Yes, i don’t understand how cancelations work at all. If i receive an error.Canceled at the server.accept call, doesn’t that mean the client cancelled the request before the task is started anyway, so the correct behavior is to continue without starting the task so server.accept gets called again right away to wait for another connection ?

No, if you receive error.Canceled from accept(), it means that your function (the one calling accept(), has been canceled. If you are doing this inside of main, it can never happen, but it’s a good practice to always propagate error.Canceled, because you never know how you endu up using the code.

If the client closed the connection somehow, you will receive some I/O related error from the subsequent read/write.

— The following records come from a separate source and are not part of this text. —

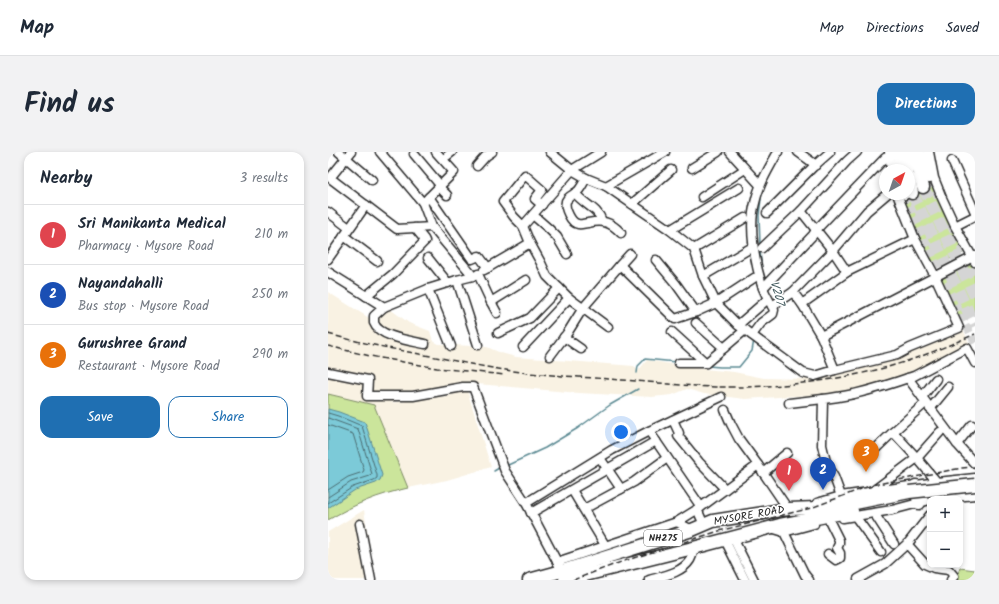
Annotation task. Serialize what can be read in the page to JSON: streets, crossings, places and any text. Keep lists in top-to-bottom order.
{
  "streets": {
    "highway": ["MYSORE ROAD", "NH275"]
  },
  "crossings": [
    ["MYSORE ROAD", "NH275"]
  ],
  "water": ["V207"],
  "north": "top right",
  "page": {
    "header": "Map",
    "nav": ["Map", "Directions", "Saved"],
    "title": "Find us",
    "buttons": [
      "Directions",
      ["Save", "Share"]
    ],
    "heading": ["Nearby", "3 results"],
    "list": [
      {
        "mark": "1",
        "name": "Sri Manikanta Medical",
        "note": "Pharmacy · Mysore Road",
        "value": "210 m"
      },
      {
        "mark": "2",
        "name": "Nayandahalli",
        "note": "Bus stop · Mysore Road",
        "value": "250 m"
      },
      {
        "mark": "3",
        "name": "Gurushree Grand",
        "note": "Restaurant · Mysore Road",
        "value": "290 m"
      }
    ],
    "pins": ["3", "2", "1"],
    "map_buttons": ["+", "−"]
  }
}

The error error.Canceled is kind of special, it only happens after you call something.cancel(), as you should treat it as signal to clean up and return.

1 Like

Thanks for the explanation,

Since in this case i am doing it from main, what does propagate it mean ? If the error can never happen in main, shouldn’t i do something like :

if (err == error.Canceled) unreachable

In a hypothetical context where i’m not doing this from main, should i propagate the error up by returning it up the call stack, or down by calling .cancel on async tasks created from the current function ?

I’d personally still do:

const conn = server.accept() catch |err| switch (err) {
    error.Canceled => return error.Canceled,
    else => continue,
}

I mostly mentioned it, because people find ziggit posts and might copy the code, even though their accept loop is a task on its own and should be cancelable.